Blog

a test bestiary, part 2

Written by Thomas Henderson
Published on 16 October 2017

In my last post on testing, I described testing in the small: the smoke test (checking if we’ve set up our testing framework correctly), and unit tests (testing components of our system). Now I’ll address testing in the large, starting with a correction to a misunderstanding I had about functional testing.

Functional tests: Testing from the outside, in

Last time, I confused the function in “functional testing” for mathematical functions: relations betweens inputs and outputs that are deterministic, i.e., given the same inputs you will get the same output. I thought this meant, functional tests are for methods that are stateless. Instead, functional testing refers to the practice of writing tests that touch your system in the same way it will be used in production.

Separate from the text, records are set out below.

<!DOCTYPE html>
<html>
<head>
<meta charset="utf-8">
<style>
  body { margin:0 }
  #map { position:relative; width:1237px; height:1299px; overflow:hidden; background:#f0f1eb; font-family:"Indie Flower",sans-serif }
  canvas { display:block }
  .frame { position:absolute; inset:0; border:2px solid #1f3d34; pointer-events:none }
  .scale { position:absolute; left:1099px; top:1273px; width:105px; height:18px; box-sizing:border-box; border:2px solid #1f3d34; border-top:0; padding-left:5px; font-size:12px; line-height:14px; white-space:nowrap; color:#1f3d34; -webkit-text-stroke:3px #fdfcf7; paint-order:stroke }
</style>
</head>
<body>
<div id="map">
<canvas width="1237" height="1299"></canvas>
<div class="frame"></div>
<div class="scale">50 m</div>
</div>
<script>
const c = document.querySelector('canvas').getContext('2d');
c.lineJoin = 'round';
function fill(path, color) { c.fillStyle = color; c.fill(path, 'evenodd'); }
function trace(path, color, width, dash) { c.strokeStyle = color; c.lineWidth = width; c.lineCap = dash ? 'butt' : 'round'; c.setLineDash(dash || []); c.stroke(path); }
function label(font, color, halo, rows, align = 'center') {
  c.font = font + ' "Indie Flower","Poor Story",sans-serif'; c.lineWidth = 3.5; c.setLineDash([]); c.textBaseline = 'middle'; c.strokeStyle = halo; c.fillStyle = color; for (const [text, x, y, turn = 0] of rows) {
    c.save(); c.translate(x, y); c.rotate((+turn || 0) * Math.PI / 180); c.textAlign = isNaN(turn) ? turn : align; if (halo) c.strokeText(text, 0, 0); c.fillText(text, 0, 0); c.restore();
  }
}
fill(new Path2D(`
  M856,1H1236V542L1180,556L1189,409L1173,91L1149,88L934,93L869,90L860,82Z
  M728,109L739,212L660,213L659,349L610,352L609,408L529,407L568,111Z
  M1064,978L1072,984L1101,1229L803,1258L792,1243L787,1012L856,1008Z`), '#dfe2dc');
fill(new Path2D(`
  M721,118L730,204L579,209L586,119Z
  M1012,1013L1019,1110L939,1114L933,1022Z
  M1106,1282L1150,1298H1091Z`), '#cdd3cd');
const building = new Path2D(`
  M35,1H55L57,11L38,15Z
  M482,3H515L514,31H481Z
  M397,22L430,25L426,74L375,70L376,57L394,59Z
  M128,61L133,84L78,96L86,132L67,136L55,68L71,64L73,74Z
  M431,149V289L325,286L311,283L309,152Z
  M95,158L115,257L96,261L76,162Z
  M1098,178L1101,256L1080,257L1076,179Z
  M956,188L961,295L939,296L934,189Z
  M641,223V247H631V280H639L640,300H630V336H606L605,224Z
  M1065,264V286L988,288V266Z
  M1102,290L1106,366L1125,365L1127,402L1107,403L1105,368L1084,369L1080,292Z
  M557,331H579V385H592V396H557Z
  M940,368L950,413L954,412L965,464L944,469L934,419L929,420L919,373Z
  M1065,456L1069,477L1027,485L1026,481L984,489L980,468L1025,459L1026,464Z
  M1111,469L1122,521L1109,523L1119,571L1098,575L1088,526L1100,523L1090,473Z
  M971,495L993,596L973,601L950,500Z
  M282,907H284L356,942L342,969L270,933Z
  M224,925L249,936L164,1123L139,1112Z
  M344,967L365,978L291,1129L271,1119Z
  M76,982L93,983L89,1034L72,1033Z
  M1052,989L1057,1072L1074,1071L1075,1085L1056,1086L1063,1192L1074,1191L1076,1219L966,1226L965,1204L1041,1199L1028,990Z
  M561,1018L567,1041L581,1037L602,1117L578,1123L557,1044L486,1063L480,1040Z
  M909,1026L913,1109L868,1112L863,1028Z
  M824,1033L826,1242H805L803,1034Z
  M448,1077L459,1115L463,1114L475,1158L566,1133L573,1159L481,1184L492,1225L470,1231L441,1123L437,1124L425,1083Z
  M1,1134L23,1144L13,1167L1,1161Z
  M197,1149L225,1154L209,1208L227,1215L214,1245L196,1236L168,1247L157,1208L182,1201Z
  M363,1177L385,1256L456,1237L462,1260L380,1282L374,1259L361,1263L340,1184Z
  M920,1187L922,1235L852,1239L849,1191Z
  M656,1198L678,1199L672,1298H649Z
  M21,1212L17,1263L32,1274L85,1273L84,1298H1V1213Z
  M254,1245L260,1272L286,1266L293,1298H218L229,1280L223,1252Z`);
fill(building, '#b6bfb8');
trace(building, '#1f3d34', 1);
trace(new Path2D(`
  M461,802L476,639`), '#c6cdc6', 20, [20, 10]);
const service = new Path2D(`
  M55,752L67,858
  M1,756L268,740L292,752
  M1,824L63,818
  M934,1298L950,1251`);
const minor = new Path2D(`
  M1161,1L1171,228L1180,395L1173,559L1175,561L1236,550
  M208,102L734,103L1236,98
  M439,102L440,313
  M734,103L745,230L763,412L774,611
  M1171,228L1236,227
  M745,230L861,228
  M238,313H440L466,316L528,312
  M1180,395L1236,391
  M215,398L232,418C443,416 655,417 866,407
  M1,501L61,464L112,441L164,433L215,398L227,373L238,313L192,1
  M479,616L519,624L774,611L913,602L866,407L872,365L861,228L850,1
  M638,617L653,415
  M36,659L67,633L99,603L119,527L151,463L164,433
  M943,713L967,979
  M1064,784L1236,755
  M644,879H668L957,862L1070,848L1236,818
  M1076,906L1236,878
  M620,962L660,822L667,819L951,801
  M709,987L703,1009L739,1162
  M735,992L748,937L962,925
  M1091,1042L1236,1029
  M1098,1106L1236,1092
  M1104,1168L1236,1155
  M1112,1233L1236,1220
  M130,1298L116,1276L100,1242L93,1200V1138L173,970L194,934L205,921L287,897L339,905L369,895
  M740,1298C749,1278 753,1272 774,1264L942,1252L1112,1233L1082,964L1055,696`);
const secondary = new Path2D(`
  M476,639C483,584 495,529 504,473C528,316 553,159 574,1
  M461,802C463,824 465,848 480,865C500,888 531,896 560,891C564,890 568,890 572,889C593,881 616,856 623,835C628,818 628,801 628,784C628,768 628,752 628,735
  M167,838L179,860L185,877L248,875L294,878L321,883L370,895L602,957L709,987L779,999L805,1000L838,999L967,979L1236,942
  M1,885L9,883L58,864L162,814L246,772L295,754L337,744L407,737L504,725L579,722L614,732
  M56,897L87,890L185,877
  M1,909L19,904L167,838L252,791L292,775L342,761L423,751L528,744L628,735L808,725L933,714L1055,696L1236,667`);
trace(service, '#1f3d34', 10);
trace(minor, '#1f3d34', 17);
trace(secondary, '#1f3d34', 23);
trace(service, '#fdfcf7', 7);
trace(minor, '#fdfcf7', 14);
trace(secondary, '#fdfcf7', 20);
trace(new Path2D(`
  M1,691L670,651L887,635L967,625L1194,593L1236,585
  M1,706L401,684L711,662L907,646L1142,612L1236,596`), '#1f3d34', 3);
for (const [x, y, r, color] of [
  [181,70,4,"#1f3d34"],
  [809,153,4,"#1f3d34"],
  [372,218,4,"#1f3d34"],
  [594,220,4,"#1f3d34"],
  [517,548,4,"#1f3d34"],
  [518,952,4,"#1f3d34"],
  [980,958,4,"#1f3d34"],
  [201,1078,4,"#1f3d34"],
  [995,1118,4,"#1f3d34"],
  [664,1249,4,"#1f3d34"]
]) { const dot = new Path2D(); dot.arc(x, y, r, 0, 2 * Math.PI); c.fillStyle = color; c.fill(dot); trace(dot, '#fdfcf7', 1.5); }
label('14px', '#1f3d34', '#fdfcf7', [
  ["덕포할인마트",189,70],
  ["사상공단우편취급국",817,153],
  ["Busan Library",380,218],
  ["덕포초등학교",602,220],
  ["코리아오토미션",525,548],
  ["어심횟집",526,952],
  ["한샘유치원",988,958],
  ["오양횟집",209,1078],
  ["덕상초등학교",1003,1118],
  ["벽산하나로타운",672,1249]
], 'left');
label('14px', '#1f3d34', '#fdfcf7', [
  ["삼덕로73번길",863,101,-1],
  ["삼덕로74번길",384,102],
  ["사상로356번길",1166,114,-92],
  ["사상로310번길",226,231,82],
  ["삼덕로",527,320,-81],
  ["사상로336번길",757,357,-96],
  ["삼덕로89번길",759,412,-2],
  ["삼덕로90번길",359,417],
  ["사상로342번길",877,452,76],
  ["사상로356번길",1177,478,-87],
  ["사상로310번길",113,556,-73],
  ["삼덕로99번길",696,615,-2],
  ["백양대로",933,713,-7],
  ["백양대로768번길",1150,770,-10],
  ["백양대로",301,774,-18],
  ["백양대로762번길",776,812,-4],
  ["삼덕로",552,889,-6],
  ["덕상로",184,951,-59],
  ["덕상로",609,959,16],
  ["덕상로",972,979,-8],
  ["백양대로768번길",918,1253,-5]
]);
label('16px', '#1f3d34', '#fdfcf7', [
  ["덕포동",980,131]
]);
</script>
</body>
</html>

The “function” in the name refers to how this style of test treats your system as a “black box” that takes inputs to outputs, without your tests being aware of the details of how this transformation takes place.

As I learned from writing Game of Life wrong in three different ways, it’s entirely possible to have tests that pass at the component level (unit tests), and still have a failing application. My Cell and World classes passed the life and death rules, but when I would test well-known Game of Life patterns like the Blinker or the Toad, they wouldn’t behave correctly as the system evolved through time.

When I moved on to Tic-Tac-Toe, one of my mentors advised me to write “outside-in tests” instead. The idea is, write a test that calls an outermost message of your system’s interface, one that would pass if your application did the right thing. Since I was writing a game, my first test checked to see if my system accepted a play message. Then I could test things that ought to be true about a started game: there should be a current player, that player should be player one, the game’s board should be empty.

Driving your code with functional tests is a bit like wish-driven development. You haven’t written any code yet, so these things won’t be true. But the behavior that you fill in with your code is behavior that’s correct from the point of view of the entire system. This keeps you from zooming in too closely and over-defining your components with overly fiddly tests, when you don’t know enough about the whole of the system.

You can read more about my experience using functional testing and delaying the breakdown of Tic-Tac-Toe into classes here. As I develop as a crafter, I want to keep using functional testing and the deferral of design decisions until necessary; but I want to get better at test-driving that breakdown of an overly large, but functional, block of code into components, so that design comes after functionality.

“Typically people think about design, and they say design is making this big, involved plan that’s going to solve every issue that the system is supposed to address. But I think that’s not what you do when you’re trying to get a design that’s going to survive and live over time. I think, instead, what you want to do is break things apart in such a way that they can be put back together.” — Rich Hickey, “Design, Composition and Performance”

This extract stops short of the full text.